Walking performance has been shown to reflect health and functional statuses of elderly subjects, and in observational studies walking speed is a powerful predictor of survival [22] and long-term risk of disability [23]. In addition, cross-sectional and longitudinal analyses in the Health Aging and Body Composition study have demonstrated that older individuals with diabetes have lower muscle strength and muscle quality compared with their counterparts without diabetes [24,25]. A subject’s ability to increase or decrease walking speed suggests the potential to adapt to varying environments and task demands. In other words, compared to HGS, which might predict the development of muscle-function impairment, FGS may predict the potential capacity of the strength of muscle, which is an important target organ of insulin. Therefore, FGS was a more sensitive marker for development of Type 2 diabetes than HGS in this study. Indeed, Hu et al. found a strong association between questionnaire-assessed walking pace and risk of Type 2 diabetes, although their study subjects were middle-aged women and methods of diabetes diagnosis differed [5].
Although HbA1c and category of IFG were significant predictive indicators for developing Type 2 diabetes in our study, BMI was not. HbA1c is known to be a risk factor for Type 2 diabetes [26] and HbA1c is an effective screening tool for diabetes diagnosis among the Japanese and other populations [27,28]. IFG is also strongly related to glucose metabolism and is widely recognized as a risk factor for Type 2 diabetes [29,30]. On the other hand, BMI might not accurately reflect body composition or obesity, because a significant decline in muscle mass, especially in the legs and arms [31], and body fat accumulation are observed in elderly subjects [32]. Goodpaster et al. reported the possibility that elderly subjects with normal body weight are at risk for Type 2 diabetes when they possess an inordinate amount of muscle fat or visceral abdominal fat [33]. This might explain why BMI was not significant in our study; another reason could be lack of statistical power.
Our study has several potential limitations. First, the association between the development of Type 2 diabetes and physical performance could be merely an epiphenomenon of aging, and therefore further research into the association should be undertaken. Second, other measures of glucose metabolism, such as insulin levels or data from the glucose tolerance test, were absent in our dataset. It is difficult to investigate the potential association of glucose metabolism and other confounders such as waist circumference, the presence or absence of muscle impairment, or walking performance.
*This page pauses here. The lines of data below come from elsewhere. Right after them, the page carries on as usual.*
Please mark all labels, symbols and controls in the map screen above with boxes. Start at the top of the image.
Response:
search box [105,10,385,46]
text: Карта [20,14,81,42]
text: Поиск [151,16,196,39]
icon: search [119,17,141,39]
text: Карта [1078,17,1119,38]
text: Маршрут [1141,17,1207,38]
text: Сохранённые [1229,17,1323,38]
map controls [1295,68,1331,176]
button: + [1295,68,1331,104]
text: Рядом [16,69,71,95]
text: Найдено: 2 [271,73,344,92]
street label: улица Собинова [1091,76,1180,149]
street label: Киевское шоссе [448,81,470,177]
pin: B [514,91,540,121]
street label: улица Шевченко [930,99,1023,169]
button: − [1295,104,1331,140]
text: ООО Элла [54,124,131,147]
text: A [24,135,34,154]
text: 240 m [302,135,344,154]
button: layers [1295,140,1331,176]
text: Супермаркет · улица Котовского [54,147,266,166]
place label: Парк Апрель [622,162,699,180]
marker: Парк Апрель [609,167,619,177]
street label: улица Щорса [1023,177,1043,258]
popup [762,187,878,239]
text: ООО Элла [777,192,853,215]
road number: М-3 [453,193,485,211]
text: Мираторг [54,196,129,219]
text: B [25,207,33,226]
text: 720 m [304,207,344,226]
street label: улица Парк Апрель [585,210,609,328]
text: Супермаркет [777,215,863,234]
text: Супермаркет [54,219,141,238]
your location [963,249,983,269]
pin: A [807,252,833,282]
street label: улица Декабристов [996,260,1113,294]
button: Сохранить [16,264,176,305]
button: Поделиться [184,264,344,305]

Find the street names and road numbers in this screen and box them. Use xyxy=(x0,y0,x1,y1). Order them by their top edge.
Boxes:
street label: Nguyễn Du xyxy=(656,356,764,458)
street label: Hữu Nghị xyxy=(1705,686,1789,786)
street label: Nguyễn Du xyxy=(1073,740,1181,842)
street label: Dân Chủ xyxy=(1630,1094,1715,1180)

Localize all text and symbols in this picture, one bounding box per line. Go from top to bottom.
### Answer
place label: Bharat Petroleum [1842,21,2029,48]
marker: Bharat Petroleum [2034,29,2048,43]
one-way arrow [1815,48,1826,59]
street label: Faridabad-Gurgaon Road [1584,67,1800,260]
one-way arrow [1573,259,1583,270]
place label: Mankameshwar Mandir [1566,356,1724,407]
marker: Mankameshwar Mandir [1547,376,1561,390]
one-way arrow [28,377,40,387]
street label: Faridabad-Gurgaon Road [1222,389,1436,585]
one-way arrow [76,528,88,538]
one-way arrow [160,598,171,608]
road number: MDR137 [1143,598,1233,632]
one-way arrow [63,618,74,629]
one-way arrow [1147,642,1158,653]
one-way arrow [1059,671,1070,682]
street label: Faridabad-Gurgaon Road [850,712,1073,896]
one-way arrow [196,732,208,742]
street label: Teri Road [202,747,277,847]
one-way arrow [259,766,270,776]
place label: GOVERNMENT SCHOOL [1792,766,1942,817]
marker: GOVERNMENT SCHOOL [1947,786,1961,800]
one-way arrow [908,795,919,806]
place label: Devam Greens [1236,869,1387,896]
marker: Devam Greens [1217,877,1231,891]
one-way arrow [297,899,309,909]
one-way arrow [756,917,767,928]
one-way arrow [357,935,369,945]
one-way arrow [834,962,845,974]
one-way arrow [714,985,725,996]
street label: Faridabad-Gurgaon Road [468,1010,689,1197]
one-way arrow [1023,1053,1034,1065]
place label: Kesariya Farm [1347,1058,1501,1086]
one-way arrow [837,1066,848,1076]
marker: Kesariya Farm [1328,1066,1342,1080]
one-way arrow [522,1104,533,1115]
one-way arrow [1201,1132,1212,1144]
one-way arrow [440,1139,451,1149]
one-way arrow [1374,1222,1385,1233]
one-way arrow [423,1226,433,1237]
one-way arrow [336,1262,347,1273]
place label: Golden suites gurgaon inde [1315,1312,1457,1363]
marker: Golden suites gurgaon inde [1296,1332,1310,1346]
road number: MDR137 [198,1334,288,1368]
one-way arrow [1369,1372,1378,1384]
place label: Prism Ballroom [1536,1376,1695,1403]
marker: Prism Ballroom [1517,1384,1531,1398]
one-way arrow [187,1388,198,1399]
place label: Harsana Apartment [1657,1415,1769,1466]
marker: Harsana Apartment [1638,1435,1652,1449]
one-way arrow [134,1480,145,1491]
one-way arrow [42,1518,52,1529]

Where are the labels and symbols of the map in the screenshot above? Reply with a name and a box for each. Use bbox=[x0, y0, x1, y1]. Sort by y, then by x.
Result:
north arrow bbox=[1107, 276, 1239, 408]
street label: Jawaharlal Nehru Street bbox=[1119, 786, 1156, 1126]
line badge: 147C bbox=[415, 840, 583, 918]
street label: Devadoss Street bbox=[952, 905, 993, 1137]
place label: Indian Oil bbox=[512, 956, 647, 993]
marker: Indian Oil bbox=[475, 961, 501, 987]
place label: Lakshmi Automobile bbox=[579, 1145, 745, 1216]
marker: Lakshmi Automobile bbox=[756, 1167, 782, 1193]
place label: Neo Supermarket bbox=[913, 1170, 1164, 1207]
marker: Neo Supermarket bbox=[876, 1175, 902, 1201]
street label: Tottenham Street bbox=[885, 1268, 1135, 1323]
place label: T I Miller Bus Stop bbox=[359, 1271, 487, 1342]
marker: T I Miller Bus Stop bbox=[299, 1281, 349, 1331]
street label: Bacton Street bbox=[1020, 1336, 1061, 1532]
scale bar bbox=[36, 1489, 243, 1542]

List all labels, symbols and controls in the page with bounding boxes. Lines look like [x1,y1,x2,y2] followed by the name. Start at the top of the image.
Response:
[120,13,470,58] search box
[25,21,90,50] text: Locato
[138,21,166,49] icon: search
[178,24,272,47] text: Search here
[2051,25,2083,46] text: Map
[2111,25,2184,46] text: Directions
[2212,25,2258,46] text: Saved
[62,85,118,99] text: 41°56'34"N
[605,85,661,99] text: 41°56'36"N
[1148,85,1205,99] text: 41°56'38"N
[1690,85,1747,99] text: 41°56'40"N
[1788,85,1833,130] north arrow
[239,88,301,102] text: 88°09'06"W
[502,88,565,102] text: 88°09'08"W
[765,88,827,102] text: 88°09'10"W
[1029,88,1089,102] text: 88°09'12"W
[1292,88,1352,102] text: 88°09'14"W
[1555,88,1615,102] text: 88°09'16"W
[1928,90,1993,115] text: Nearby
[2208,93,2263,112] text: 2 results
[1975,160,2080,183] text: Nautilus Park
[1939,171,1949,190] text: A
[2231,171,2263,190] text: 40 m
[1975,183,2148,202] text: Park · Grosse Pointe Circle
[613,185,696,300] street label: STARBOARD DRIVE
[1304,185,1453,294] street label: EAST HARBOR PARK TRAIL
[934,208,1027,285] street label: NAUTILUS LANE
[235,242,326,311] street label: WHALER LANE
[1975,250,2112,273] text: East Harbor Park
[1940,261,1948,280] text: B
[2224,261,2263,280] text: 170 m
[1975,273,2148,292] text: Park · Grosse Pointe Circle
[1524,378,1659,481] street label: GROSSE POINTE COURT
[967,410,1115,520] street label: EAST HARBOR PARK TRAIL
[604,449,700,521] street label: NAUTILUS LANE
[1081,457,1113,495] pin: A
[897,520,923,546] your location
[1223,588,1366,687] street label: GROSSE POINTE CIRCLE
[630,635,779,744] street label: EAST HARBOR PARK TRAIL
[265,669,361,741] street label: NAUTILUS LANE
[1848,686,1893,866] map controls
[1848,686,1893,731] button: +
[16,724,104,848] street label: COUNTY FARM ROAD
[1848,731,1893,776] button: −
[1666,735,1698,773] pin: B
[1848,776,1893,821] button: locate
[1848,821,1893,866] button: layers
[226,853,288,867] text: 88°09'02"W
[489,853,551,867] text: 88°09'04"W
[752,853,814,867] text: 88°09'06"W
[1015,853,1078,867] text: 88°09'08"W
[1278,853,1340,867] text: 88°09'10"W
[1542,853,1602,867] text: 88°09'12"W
Third, only 9 subjects developed diabetes during the follow-up period because of the limited sample size and duration of followup. Fourth, diagnostic criteria for Type 2 diabetes were based only on fasting glucose level, so misclassification could have occurred. Lastly, this study utilized an observational design that did not allow us to precisely determine the effect of gait speed on diabetes. In addition, to generalize our conclusions to other cultures with different genetic and environmental factors, further study is needed.
In summary, among 10 performance-based parameters of physical activity, we found a significant inverse association between low physical performance expressed as diminished gait speed and development of Type 2 diabetes. We conclude that there may be a benefit in encouraging physical activity and preserving walking capacity for preventing Type 2 diabetes.